Limited partners chasing market stability are looking to invest in Japan’s private equity and venture capital ecosystems.
The country’s relatively predictable government policies against a backdrop of uncertain relations between the US and China, paired with a growing pool of aging business owners in need of succession planning, have fostered an environment primed for foreign investor participation in PE and VC deals.
In fact, from 2020 to 2022, investors from outside Japan were involved in an annual average of over 60% of PE deal value in Japan, according to PitchBook’s 2023 Japan Private Capital Breakdown.
The country’s stability is a key driver of investor demand for exposure to its markets, according to the report. Despite the global market slowdown, Japan is expected to remain on par with its PE and VC deal counts of the past four years—a product of capital infusion from the Japanese government to support private market players as well as growing foreign investment.
So far in 2023, Japanese PE players have generated $22.6 billion in deal value, the largest year for the country since its 2017 peak.
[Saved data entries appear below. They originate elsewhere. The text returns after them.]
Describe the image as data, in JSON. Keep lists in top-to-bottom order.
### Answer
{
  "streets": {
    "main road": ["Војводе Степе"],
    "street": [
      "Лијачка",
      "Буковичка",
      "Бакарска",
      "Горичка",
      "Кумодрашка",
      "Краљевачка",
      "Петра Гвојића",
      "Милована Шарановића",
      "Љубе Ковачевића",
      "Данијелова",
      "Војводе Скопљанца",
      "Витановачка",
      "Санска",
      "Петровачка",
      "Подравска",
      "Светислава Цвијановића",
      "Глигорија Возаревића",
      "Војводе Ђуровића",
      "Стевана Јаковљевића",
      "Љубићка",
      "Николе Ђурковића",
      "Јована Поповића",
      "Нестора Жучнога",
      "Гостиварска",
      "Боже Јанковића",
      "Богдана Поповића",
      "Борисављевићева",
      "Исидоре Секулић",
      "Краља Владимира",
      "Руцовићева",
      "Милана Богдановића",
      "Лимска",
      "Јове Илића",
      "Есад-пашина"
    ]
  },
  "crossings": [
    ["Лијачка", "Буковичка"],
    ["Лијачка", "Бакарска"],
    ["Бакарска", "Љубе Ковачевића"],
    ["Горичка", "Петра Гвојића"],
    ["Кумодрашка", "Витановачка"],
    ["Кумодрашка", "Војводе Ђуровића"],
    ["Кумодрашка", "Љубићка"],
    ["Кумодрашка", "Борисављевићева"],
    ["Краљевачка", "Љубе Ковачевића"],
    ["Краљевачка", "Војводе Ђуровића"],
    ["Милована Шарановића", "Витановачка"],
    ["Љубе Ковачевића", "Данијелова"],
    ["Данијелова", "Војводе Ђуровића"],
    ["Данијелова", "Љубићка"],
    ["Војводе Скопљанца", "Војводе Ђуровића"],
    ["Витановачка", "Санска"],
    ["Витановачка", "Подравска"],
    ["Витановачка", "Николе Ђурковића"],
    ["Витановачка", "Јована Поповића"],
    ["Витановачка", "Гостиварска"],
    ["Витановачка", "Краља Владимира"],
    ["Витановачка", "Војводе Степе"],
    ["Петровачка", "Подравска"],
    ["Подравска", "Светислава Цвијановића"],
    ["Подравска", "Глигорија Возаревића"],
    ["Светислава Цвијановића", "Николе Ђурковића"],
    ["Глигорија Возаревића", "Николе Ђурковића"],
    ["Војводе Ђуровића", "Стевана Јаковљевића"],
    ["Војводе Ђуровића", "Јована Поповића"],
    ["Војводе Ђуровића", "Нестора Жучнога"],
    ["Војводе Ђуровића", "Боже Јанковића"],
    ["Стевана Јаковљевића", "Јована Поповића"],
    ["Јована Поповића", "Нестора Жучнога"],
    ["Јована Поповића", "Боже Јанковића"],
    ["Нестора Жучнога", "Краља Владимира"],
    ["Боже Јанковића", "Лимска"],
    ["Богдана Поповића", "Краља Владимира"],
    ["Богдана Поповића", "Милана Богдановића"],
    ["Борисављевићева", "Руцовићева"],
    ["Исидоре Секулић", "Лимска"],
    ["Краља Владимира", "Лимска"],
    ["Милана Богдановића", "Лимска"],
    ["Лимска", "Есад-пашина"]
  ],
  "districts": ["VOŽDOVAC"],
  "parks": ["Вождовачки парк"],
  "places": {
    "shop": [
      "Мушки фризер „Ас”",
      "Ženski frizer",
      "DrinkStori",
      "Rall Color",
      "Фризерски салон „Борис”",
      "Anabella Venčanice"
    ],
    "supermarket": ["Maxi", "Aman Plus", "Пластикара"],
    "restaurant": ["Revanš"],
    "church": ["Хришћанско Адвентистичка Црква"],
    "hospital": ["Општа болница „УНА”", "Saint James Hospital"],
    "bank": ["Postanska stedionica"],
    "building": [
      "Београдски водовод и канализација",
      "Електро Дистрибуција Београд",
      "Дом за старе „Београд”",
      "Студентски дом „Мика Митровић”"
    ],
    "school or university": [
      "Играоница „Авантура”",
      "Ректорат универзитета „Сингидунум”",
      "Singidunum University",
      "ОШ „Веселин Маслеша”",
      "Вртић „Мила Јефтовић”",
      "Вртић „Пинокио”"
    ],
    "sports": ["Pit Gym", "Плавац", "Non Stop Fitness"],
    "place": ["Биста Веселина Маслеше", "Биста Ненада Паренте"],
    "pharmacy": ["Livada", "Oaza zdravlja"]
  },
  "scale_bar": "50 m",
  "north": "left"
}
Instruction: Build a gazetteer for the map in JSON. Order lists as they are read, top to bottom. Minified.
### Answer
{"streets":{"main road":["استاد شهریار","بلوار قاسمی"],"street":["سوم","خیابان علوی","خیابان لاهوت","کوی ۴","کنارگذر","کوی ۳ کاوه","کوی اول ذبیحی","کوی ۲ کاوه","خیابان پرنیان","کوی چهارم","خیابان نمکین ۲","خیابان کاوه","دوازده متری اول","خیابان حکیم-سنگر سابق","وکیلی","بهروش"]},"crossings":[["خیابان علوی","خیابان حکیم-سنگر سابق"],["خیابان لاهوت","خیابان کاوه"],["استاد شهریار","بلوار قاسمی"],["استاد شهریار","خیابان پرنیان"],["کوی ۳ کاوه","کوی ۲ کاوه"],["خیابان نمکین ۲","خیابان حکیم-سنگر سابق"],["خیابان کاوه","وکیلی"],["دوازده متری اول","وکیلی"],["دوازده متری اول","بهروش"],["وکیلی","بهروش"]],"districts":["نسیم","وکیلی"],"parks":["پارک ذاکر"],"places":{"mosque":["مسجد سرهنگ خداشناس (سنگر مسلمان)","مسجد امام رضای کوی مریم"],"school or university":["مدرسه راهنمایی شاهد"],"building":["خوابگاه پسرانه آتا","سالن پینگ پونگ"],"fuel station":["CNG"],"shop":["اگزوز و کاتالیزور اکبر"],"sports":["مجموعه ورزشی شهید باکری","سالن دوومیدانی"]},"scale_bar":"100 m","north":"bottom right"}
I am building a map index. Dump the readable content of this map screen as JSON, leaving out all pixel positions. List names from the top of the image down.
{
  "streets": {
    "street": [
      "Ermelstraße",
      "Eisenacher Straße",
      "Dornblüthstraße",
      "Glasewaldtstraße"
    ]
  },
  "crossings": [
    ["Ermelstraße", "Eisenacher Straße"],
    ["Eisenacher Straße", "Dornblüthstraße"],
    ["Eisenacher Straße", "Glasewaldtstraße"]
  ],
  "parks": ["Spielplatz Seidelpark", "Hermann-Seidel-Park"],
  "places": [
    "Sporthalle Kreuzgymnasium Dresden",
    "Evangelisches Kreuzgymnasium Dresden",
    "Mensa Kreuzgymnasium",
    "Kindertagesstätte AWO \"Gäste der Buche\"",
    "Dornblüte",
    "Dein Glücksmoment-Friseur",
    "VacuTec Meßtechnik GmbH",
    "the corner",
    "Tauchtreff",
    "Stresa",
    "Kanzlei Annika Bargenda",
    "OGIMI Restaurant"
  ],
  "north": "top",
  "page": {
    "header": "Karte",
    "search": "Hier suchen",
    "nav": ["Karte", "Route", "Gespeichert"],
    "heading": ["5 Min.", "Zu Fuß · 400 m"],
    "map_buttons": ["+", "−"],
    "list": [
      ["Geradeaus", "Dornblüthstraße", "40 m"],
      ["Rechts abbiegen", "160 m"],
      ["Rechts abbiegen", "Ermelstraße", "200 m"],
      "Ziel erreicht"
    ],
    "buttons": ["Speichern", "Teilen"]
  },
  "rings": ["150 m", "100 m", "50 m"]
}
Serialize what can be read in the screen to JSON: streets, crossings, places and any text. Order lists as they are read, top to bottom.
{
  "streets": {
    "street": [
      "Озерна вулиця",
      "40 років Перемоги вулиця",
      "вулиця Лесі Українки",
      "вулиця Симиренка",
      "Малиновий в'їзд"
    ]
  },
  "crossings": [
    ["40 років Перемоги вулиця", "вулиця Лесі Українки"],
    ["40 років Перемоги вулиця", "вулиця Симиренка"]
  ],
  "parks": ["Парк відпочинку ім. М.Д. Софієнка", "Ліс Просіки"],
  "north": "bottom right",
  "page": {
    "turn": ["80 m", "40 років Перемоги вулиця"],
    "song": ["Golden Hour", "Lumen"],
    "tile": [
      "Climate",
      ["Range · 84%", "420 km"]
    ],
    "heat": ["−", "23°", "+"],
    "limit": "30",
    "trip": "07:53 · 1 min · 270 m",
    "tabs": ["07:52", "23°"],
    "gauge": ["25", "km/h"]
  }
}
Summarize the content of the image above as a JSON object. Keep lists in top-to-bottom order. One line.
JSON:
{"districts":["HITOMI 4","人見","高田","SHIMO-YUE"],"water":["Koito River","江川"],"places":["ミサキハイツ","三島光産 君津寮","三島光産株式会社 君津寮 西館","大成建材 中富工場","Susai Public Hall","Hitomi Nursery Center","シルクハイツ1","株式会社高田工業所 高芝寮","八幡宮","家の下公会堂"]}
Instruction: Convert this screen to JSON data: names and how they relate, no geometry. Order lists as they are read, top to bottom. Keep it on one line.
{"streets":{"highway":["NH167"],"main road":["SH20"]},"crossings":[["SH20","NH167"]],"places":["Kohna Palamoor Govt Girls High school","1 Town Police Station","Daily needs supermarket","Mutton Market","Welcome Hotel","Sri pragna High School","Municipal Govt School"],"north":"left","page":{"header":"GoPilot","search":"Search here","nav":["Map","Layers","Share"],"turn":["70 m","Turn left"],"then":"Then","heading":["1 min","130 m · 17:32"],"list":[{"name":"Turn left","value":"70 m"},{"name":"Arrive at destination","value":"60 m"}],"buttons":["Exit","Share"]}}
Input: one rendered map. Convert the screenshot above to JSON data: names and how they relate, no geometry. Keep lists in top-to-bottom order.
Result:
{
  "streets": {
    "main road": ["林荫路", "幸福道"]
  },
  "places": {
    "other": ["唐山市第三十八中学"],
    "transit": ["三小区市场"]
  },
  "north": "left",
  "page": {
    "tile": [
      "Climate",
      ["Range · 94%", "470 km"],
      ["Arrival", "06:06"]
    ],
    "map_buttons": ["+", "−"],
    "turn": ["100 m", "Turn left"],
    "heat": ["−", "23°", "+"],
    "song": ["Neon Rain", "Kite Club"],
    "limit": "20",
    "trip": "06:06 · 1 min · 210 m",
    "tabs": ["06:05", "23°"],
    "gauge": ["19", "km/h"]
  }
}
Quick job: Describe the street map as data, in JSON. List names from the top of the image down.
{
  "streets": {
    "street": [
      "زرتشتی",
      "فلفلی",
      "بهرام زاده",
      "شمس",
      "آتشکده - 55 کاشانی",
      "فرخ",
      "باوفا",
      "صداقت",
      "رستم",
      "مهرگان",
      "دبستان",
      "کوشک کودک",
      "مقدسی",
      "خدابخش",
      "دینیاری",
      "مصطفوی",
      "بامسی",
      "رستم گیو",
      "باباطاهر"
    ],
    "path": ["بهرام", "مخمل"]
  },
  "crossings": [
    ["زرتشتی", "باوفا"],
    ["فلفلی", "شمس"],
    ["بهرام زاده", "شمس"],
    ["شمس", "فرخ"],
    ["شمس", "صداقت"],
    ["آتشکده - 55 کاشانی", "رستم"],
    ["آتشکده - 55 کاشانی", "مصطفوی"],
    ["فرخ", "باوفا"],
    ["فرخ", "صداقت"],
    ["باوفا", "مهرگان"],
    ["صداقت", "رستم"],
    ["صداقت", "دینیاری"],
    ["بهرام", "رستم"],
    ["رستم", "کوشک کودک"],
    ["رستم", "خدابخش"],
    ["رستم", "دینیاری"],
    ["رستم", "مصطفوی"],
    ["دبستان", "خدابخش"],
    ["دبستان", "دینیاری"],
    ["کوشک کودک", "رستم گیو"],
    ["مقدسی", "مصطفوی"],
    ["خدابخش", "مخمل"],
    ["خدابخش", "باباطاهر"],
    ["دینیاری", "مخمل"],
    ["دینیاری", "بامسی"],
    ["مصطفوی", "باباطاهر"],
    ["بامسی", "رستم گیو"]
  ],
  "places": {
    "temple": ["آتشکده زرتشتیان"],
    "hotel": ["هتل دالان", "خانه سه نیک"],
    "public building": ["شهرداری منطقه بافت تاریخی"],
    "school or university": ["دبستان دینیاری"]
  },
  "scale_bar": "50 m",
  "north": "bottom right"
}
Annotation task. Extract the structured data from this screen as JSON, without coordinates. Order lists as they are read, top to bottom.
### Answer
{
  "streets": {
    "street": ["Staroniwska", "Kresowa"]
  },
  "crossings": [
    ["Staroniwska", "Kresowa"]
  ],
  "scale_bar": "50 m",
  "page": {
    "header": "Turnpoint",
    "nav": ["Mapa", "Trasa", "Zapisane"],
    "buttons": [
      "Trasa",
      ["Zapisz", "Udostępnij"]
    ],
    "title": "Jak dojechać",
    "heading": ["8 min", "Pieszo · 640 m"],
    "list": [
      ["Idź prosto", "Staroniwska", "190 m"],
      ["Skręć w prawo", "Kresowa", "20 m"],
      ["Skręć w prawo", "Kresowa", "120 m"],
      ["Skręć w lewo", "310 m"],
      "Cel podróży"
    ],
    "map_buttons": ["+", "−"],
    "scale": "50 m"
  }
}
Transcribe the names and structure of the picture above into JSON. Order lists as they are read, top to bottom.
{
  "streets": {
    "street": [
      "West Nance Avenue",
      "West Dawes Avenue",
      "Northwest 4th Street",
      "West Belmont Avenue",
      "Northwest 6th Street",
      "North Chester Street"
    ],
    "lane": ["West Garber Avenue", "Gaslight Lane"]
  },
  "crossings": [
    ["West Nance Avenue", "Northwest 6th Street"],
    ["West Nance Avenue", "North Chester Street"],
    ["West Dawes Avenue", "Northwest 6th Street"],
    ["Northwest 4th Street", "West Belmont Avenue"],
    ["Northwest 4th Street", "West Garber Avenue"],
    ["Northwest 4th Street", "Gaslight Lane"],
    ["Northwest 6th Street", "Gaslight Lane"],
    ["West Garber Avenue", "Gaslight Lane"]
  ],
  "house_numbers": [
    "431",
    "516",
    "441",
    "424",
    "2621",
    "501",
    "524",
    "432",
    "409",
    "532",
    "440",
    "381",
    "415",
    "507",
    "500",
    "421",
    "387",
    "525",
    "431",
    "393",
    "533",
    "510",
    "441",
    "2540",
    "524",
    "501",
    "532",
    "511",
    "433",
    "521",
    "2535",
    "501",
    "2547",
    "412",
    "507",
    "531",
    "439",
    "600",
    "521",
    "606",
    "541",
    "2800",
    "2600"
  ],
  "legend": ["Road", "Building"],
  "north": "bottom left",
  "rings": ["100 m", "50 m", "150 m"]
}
While potentially less lucrative than the buyout market, Japan’s VC ecosystem is also attractive to investors outside its borders. The country’s startup market is small compared to that of the US and China, placing a limit on the number of deals that can be done. As such, 54.5% of total Japan VC deal value involved foreign investors in 2022.
For LPs looking to diversify away from China amid geopolitical volatility, Japan offers an alternative way to gain exposure to the Asia-Pacific market.
China has seen clashes with the US, an economic downturn and a crackdown on its tech industry, leading US investors to pull back from China-based private market managers. From 2019 to 2022, for example, US LP commitments to China-based PE funds fell 56.4%, according to PitchBook data.
Meanwhile, Japan-based GPs said they have received an influx of inquiries from foreign investors looking to reallocate capital historically intended for investments in China, according to the report.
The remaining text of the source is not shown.